The banking project got shelved. People got reassigned. I ended up on a food delivery app that was absolutely exploding in growth. Turns out lockdowns are great for food delivery, terrible for experimental banking products.

My new team mentioned, almost as an aside, that they’d been “migrating the iOS app to Swift” for a couple years. Great! I love Swift. I could help with that.

I opened the codebase. 1.3 million lines of code. 750,000 lines still in Objective-C. Custom libraries that didn’t map to modern Swift patterns. A modularization strategy that somehow resulted in most code living in a handful of Core modules. And a migration that had been “in progress” since 2017.
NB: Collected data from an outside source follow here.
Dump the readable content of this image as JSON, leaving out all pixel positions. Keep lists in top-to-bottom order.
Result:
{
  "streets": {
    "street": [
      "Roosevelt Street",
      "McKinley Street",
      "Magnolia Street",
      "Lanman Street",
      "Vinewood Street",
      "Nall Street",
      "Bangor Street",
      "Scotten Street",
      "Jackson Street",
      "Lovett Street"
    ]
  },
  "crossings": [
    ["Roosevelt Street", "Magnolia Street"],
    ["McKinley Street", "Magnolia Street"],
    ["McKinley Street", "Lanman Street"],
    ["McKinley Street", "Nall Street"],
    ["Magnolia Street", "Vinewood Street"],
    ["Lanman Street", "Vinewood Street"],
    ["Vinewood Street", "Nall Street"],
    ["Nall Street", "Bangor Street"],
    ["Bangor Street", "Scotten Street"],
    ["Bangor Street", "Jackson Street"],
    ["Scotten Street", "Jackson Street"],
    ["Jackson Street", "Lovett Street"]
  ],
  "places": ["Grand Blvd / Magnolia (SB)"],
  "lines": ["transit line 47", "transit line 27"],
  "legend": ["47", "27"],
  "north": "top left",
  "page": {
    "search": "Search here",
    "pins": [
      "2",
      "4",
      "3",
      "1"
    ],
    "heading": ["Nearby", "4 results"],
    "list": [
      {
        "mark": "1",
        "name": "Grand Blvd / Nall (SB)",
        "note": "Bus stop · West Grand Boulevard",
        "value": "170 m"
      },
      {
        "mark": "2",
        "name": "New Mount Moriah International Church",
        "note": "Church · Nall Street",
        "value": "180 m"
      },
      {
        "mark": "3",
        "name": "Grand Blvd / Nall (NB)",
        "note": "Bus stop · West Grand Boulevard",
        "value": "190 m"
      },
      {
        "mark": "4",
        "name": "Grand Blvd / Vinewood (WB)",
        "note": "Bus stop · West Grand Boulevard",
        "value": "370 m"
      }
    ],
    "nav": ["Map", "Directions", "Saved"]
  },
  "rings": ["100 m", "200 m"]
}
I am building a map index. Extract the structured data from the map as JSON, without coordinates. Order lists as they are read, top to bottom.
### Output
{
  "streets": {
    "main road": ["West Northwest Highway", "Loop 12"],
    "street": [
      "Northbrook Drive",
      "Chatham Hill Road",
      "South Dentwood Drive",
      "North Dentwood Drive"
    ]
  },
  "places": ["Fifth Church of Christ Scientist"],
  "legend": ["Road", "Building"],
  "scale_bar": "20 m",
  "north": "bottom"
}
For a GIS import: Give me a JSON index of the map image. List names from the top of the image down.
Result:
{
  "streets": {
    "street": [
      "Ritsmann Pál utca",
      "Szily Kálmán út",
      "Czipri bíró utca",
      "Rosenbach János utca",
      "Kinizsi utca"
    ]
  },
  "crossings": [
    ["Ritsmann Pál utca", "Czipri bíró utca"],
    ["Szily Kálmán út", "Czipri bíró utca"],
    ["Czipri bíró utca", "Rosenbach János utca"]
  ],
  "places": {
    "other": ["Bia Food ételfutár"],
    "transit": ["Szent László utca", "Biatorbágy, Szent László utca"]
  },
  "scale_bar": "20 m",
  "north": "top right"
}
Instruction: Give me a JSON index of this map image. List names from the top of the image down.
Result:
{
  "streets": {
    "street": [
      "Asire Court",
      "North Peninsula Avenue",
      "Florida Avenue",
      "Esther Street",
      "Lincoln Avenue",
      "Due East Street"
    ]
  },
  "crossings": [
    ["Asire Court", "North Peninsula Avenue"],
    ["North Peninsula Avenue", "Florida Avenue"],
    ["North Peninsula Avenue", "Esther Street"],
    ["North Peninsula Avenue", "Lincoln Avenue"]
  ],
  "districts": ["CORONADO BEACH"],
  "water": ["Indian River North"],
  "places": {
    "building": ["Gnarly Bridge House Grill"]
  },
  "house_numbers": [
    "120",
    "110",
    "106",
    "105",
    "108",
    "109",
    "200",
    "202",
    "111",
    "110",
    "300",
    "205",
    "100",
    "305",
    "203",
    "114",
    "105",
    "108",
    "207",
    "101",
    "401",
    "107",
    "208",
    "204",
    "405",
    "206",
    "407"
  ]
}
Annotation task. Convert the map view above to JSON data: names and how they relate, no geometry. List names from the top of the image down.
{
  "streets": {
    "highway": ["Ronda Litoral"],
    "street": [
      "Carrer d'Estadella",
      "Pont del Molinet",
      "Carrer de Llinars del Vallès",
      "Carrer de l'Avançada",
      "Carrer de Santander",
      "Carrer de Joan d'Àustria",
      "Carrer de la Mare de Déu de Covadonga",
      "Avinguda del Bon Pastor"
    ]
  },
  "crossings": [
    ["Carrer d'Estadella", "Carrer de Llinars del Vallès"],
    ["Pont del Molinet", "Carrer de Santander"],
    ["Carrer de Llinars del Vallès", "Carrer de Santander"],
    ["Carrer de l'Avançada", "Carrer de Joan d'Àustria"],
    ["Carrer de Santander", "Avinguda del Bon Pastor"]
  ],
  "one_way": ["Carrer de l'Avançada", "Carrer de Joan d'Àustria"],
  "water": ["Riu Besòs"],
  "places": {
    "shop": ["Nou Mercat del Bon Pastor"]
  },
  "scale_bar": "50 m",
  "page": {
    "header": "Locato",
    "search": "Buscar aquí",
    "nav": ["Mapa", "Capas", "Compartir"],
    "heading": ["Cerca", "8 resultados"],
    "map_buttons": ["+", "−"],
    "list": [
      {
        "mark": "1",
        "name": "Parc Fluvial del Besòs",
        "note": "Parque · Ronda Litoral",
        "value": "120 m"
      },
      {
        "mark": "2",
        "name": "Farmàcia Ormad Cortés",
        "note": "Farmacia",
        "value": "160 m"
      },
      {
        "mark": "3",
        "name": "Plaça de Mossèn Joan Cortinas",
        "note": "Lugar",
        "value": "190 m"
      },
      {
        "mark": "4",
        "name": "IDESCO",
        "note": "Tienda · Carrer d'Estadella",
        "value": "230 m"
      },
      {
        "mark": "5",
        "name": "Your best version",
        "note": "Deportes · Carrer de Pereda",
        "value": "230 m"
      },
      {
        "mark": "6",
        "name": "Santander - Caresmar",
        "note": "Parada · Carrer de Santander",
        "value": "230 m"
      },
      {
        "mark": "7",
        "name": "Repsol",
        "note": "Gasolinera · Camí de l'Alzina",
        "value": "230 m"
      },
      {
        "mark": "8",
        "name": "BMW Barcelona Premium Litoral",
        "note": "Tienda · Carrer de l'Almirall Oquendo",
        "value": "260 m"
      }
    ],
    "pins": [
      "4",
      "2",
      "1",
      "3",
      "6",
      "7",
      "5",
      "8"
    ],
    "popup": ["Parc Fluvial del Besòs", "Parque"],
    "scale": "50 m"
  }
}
The policy since 2018 was “all new code in Swift.” Sounds good in theory. In practice? Most of the core features (authentication, navigation, data management) were still in Objective-C. So engineers were either writing bridging code constantly or just giving up and writing new features in Objective-C too because it was easier than fighting the architecture.

This was going to be fun.

What I Signed Up For vs. What I Got

I thought I was joining a team that needed help rewriting code. What I actually walked into was a migration that had lost all momentum. There was no clear strategy beyond “rewrite things when you touch them.” The 1.3 million line codebase had tangled dependencies everywhere. Custom libraries and Objective-C patterns didn’t translate to Swift. The modularization strategy existed in theory but not in practice. And every engineering team needed to ship features, not pause for migrations.

Before I could write any Swift, I needed to understand what actually existed, why the migration had stalled, and how to create a path forward that wouldn’t take 8 more years. That archaeology took nearly a year.

The Origin Story

The app wasn’t born from a hackathon or a prototype that escaped. It was built by a small team testing a product idea. The product worked. Users loved it. It grew.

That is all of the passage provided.